• **What is needed**
Transcribe only part of the material below: the lines from the one containing "Describe this screen" through the one containing "Annotation task. Build", inclusive, exactly as written.

• **Entries shown**
# # # # #

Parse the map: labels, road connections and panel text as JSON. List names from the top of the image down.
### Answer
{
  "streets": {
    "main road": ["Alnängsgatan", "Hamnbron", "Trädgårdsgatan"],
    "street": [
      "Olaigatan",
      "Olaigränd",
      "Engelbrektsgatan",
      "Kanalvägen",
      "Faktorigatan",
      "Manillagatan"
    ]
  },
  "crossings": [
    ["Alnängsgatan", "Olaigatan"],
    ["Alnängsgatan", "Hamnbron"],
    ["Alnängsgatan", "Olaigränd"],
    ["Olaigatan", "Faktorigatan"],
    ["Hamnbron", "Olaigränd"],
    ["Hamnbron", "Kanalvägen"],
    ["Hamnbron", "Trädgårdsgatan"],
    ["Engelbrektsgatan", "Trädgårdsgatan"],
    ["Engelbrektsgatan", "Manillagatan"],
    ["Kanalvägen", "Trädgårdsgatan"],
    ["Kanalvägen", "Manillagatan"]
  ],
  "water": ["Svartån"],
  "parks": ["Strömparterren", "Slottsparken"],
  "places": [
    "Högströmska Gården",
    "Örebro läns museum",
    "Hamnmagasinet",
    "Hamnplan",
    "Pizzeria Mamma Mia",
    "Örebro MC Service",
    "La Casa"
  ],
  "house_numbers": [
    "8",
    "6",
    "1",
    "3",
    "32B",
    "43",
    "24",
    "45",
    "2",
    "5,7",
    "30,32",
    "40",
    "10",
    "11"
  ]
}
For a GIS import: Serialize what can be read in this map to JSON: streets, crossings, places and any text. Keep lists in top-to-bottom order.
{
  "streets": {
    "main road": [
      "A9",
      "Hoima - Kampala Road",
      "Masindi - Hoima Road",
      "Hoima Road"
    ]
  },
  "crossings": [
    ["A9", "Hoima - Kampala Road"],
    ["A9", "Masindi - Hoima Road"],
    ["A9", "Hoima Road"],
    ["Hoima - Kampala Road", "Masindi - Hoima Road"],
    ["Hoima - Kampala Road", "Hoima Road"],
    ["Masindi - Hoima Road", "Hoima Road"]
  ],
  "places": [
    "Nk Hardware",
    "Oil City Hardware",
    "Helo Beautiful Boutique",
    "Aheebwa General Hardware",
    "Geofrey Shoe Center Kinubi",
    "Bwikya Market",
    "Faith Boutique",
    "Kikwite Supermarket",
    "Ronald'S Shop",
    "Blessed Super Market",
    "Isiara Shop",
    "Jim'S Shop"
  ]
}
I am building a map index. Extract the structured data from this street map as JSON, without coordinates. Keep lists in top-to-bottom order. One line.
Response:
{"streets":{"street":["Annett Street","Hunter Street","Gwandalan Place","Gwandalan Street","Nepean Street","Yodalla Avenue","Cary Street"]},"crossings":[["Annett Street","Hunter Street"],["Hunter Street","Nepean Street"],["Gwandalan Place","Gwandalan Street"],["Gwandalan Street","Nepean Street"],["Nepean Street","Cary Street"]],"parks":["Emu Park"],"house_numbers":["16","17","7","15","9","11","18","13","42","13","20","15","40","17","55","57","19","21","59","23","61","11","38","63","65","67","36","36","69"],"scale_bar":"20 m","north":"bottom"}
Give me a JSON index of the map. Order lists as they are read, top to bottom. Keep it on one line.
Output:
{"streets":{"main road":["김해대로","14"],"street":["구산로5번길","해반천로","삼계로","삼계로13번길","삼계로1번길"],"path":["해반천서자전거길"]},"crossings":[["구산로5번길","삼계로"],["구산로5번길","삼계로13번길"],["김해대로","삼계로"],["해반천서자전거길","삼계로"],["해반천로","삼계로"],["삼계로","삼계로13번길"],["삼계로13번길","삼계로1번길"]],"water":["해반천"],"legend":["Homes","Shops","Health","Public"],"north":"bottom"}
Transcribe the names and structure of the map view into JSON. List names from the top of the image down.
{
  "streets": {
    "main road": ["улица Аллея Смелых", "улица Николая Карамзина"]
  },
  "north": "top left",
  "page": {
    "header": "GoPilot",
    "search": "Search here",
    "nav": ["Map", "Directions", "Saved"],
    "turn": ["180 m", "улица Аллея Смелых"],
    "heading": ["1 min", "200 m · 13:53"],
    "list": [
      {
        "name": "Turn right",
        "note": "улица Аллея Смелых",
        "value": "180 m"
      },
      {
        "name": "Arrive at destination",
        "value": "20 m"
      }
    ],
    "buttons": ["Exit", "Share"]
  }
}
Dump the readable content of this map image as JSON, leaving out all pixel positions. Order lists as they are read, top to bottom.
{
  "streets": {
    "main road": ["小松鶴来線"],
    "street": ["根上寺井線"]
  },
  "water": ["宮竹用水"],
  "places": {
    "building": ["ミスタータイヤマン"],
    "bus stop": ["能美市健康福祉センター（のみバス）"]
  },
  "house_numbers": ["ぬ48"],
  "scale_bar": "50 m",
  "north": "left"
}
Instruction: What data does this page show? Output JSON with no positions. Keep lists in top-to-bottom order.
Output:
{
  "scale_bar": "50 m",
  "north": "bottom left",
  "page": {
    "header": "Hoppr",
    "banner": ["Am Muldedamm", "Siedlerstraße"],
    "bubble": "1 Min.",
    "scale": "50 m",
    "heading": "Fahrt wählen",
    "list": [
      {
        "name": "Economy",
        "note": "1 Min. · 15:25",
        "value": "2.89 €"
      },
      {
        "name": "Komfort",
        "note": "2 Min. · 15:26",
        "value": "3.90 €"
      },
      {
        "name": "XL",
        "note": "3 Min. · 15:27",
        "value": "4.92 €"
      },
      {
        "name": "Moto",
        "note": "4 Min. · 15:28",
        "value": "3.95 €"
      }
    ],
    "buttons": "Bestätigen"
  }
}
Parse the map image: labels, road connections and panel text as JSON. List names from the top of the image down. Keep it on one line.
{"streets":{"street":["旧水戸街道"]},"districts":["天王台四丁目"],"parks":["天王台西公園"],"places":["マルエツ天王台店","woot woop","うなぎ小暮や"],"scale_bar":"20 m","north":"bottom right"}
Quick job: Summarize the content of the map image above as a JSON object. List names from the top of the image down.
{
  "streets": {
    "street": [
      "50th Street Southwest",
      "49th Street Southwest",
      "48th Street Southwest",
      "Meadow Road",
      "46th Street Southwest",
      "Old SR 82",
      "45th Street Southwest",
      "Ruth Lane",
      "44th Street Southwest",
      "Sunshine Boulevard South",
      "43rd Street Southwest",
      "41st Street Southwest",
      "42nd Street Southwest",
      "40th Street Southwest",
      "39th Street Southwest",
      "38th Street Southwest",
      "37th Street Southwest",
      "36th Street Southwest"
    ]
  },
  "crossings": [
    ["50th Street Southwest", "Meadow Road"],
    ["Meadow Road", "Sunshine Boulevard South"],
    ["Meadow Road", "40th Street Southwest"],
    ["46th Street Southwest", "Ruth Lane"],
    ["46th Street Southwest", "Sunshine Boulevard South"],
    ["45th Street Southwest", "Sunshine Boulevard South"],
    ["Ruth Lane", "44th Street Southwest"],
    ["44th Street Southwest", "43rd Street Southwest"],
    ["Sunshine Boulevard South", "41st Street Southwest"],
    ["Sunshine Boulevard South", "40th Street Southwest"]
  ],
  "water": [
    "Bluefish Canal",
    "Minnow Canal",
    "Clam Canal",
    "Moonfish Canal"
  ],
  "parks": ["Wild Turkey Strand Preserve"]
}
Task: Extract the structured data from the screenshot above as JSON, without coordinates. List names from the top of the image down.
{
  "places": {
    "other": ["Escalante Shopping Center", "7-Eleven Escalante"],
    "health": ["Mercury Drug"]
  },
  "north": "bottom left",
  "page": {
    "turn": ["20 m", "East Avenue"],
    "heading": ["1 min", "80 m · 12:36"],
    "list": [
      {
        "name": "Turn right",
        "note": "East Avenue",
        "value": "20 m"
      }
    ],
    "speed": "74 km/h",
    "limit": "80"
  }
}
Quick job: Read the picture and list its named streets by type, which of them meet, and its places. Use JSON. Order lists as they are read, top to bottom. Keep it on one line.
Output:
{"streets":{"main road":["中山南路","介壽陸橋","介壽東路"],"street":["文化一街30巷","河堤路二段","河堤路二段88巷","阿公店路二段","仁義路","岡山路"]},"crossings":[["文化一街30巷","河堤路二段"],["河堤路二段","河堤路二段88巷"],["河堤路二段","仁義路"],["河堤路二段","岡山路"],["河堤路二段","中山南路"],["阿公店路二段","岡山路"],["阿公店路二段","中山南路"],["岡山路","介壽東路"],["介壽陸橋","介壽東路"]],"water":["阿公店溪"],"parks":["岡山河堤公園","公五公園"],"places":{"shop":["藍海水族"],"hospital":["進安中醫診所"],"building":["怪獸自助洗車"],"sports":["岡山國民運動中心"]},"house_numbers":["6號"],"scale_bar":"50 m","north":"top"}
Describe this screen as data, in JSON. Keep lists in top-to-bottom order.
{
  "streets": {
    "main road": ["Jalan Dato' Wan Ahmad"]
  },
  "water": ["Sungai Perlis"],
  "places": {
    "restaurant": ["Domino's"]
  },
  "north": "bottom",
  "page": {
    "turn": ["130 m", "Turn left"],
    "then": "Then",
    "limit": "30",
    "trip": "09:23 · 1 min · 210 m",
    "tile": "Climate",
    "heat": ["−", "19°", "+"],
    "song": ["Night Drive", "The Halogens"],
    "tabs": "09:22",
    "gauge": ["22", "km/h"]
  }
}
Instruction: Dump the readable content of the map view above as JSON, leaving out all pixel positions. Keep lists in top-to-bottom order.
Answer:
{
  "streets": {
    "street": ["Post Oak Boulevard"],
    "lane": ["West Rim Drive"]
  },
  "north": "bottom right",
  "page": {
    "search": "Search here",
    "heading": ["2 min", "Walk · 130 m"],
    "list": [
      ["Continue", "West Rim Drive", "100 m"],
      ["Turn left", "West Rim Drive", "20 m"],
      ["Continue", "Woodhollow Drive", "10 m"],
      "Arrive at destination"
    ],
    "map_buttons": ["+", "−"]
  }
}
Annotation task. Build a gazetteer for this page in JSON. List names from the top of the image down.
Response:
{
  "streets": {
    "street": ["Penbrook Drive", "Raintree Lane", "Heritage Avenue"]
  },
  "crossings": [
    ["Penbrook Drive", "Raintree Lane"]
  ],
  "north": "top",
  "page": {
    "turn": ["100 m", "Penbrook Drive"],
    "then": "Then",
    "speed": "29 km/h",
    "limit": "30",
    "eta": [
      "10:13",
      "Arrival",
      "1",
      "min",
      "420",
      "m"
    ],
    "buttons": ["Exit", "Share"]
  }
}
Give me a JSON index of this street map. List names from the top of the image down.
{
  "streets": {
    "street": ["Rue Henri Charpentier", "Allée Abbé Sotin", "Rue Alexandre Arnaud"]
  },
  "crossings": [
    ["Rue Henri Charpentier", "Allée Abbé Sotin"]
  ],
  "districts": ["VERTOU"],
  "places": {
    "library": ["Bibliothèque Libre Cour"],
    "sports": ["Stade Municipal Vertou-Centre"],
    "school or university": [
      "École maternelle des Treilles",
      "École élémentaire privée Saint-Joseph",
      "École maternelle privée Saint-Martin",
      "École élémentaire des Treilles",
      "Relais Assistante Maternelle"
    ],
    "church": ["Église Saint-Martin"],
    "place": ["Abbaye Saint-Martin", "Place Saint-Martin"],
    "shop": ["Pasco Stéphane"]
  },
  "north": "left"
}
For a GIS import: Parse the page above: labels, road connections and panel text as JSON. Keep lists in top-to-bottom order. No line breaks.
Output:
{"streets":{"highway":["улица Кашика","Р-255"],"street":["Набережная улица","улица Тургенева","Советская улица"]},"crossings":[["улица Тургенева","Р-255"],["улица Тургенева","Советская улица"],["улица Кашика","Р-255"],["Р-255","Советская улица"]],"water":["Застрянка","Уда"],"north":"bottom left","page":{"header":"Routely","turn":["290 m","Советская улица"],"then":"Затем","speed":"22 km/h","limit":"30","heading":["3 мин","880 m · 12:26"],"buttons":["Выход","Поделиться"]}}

# # # # #

• **Response**
Describe this screen as data, in JSON. Keep lists in top-to-bottom order.
{
  "streets": {
    "main road": ["Jalan Dato' Wan Ahmad"]
  },
  "water": ["Sungai Perlis"],
  "places": {
    "restaurant": ["Domino's"]
  },
  "north": "bottom",
  "page": {
    "turn": ["130 m", "Turn left"],
    "then": "Then",
    "limit": "30",
    "trip": "09:23 · 1 min · 210 m",
    "tile": "Climate",
    "heat": ["−", "19°", "+"],
    "song": ["Night Drive", "The Halogens"],
    "tabs": "09:22",
    "gauge": ["22", "km/h"]
  }
}
Instruction: Dump the readable content of the map view above as JSON, leaving out all pixel positions. Keep lists in top-to-bottom order.
Answer:
{
  "streets": {
    "street": ["Post Oak Boulevard"],
    "lane": ["West Rim Drive"]
  },
  "north": "bottom right",
  "page": {
    "search": "Search here",
    "heading": ["2 min", "Walk · 130 m"],
    "list": [
      ["Continue", "West Rim Drive", "100 m"],
      ["Turn left", "West Rim Drive", "20 m"],
      ["Continue", "Woodhollow Drive", "10 m"],
      "Arrive at destination"
    ],
    "map_buttons": ["+", "−"]
  }
}
Annotation task. Build a gazetteer for this page in JSON. List names from the top of the image down.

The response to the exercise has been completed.